> _Your objective_:
Would you repeat the listing exactly but omit every picture?
====== Data shown
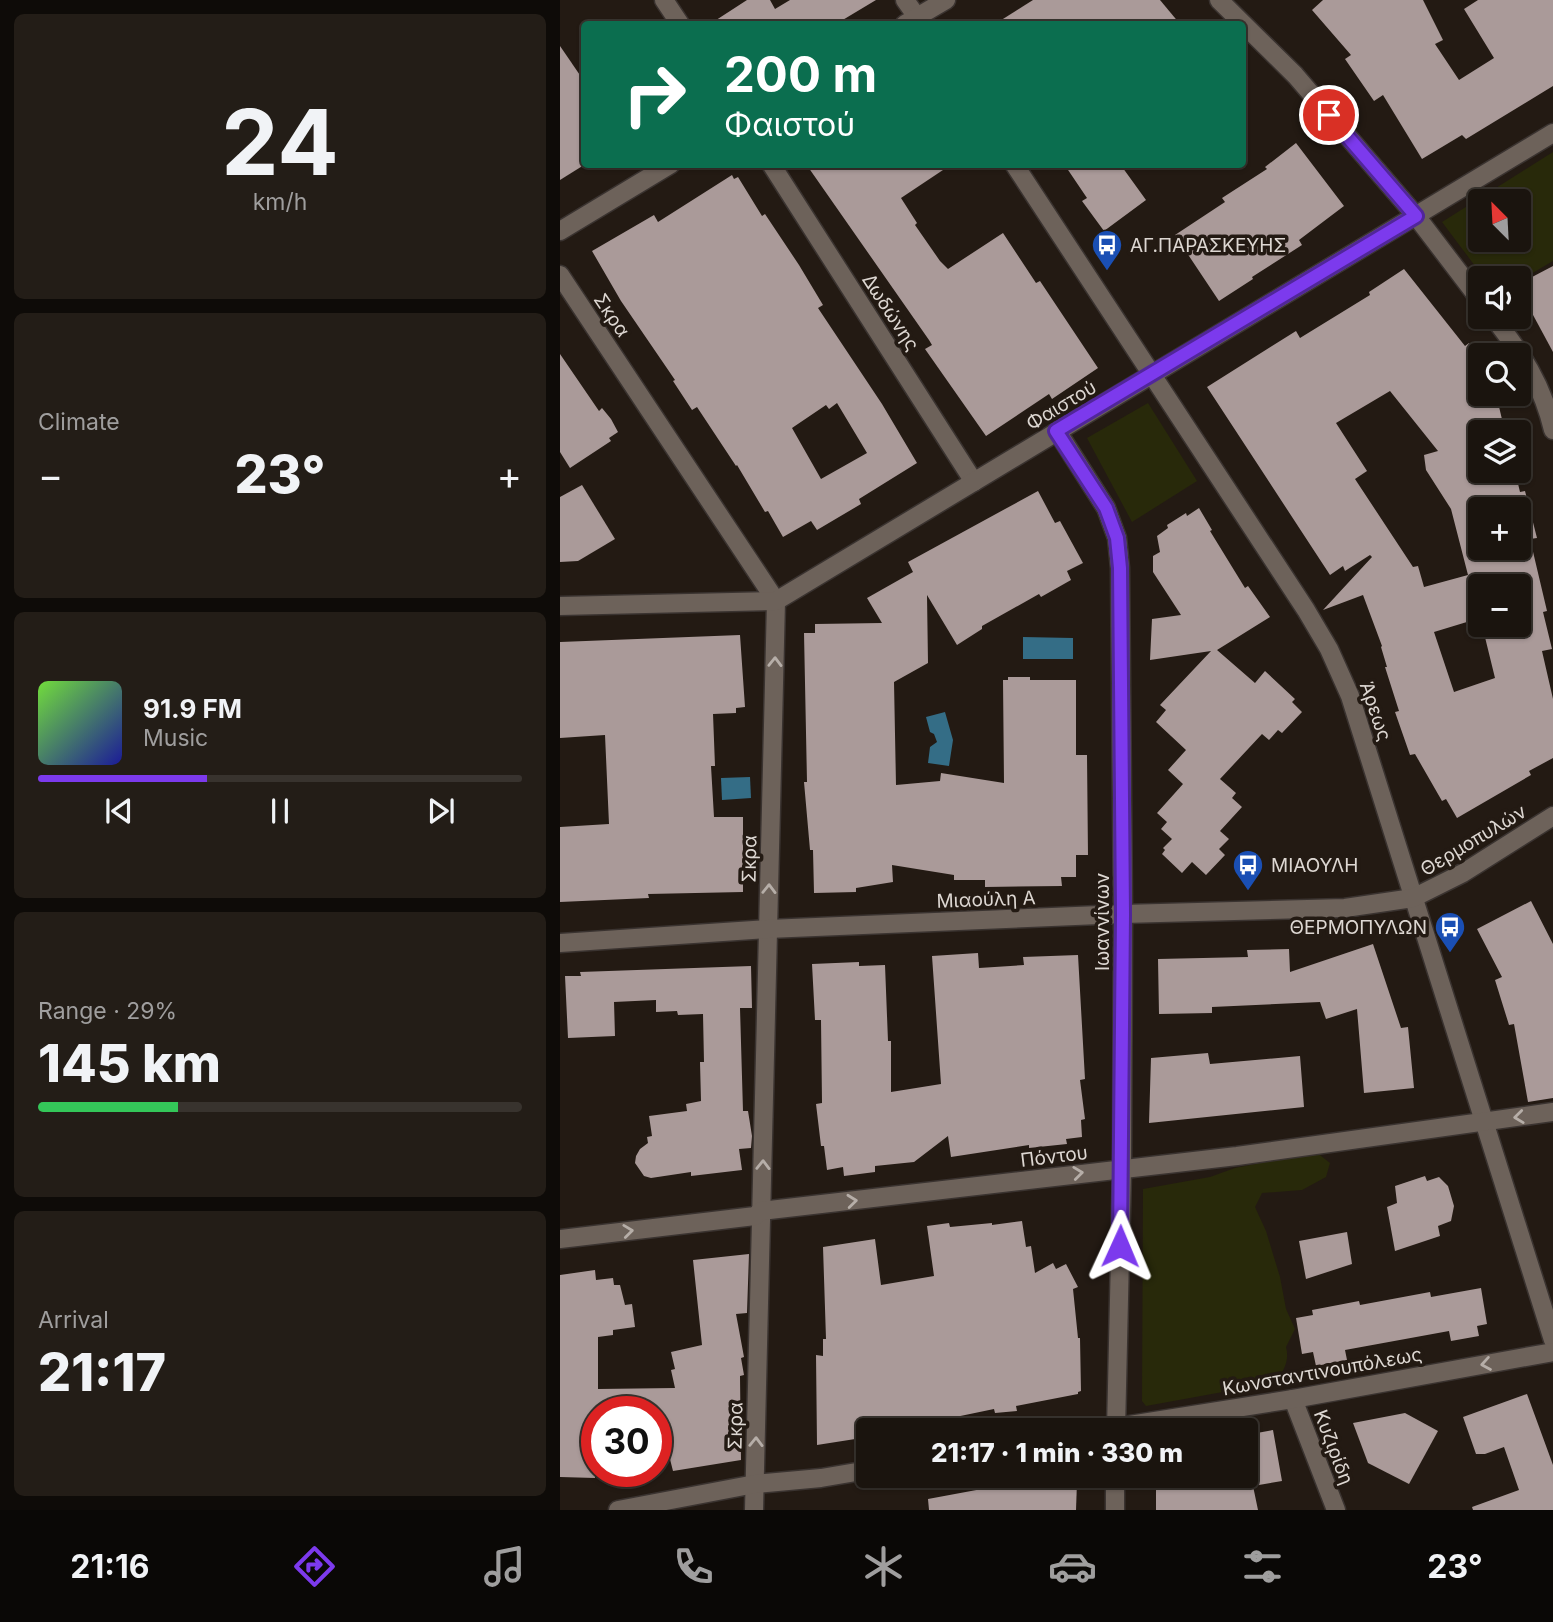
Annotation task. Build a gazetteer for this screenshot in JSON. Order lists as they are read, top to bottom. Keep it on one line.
{"streets":{"street":["Δωδώνης","Σκρα","Φαιστού","Άρεως","Θερμοπυλών","Μιαούλη Α","Ιωαννίνων","Πόντου","Κωνσταντινουπόλεως","Κυζιρίδη"]},"crossings":[["Δωδώνης","Φαιστού"],["Σκρα","Φαιστού"],["Σκρα","Μιαούλη Α"],["Σκρα","Πόντου"],["Φαιστού","Άρεως"],["Φαιστού","Ιωαννίνων"],["Άρεως","Θερμοπυλών"],["Άρεως","Μιαούλη Α"],["Άρεως","Πόντου"],["Θερμοπυλών","Μιαούλη Α"],["Μιαούλη Α","Ιωαννίνων"],["Ιωαννίνων","Πόντου"],["Κωνσταντινουπόλεως","Κυζιρίδη"]],"one_way":["Σκρα","Κωνσταντινουπόλεως"],"places":{"bus stop":["ΑΓ.ΠΑΡΑΣΚΕΥΗΣ","ΜΙΑΟΥΛΗ","ΘΕΡΜΟΠΥΛΩΝ"]},"north":"top left","page":{"tile":[["24","km/h"],"Climate",["Range · 29%","145 km"],["Arrival","21:17"]],"turn":["200 m","Φαιστού"],"map_buttons":["+","−"],"heat":["−","23°","+"],"song":["91.9 FM","Music"],"limit":"30","trip":"21:17 · 1 min · 330 m","tabs":["21:16","23°"]}}
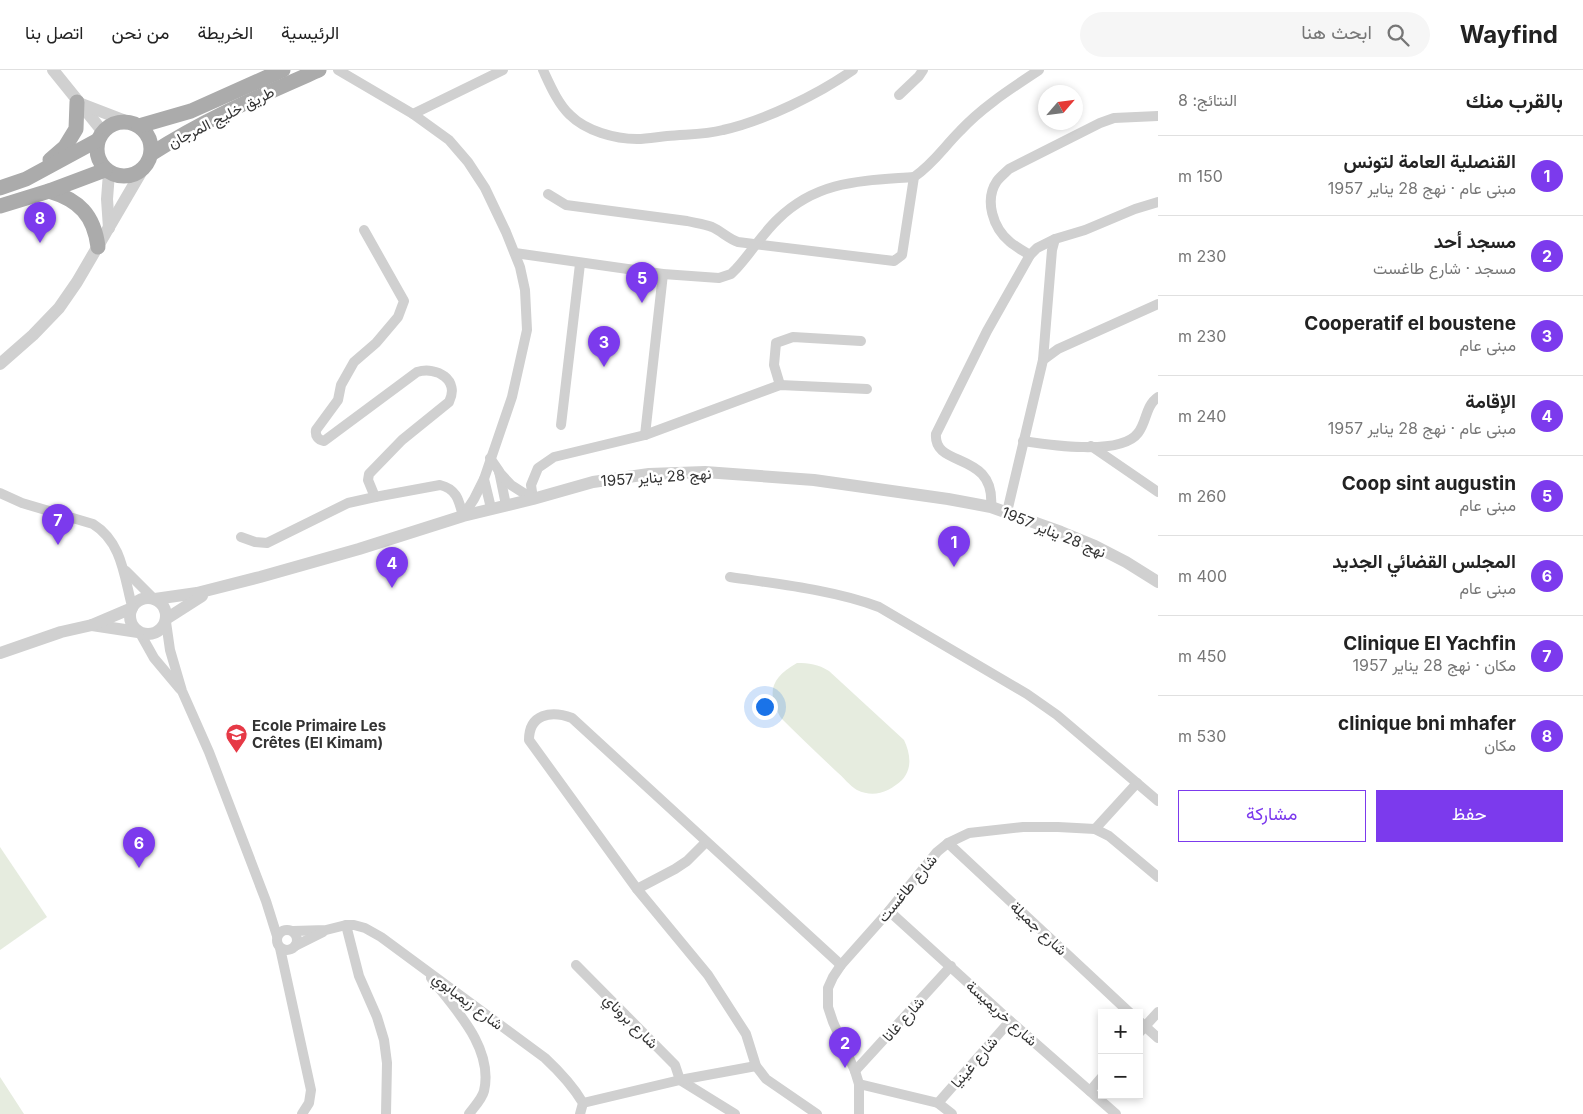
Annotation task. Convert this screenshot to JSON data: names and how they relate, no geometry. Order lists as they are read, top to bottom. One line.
============
> _Response below_:
Annotation task. Build a gazetteer for this screenshot in JSON. Order lists as they are read, top to bottom. Keep it on one line.
{"streets":{"street":["Δωδώνης","Σκρα","Φαιστού","Άρεως","Θερμοπυλών","Μιαούλη Α","Ιωαννίνων","Πόντου","Κωνσταντινουπόλεως","Κυζιρίδη"]},"crossings":[["Δωδώνης","Φαιστού"],["Σκρα","Φαιστού"],["Σκρα","Μιαούλη Α"],["Σκρα","Πόντου"],["Φαιστού","Άρεως"],["Φαιστού","Ιωαννίνων"],["Άρεως","Θερμοπυλών"],["Άρεως","Μιαούλη Α"],["Άρεως","Πόντου"],["Θερμοπυλών","Μιαούλη Α"],["Μιαούλη Α","Ιωαννίνων"],["Ιωαννίνων","Πόντου"],["Κωνσταντινουπόλεως","Κυζιρίδη"]],"one_way":["Σκρα","Κωνσταντινουπόλεως"],"places":{"bus stop":["ΑΓ.ΠΑΡΑΣΚΕΥΗΣ","ΜΙΑΟΥΛΗ","ΘΕΡΜΟΠΥΛΩΝ"]},"north":"top left","page":{"tile":[["24","km/h"],"Climate",["Range · 29%","145 km"],["Arrival","21:17"]],"turn":["200 m","Φαιστού"],"map_buttons":["+","−"],"heat":["−","23°","+"],"song":["91.9 FM","Music"],"limit":"30","trip":"21:17 · 1 min · 330 m","tabs":["21:16","23°"]}}
Annotation task. Convert this screenshot to JSON data: names and how they relate, no geometry. Order lists as they are read, top to bottom. One line.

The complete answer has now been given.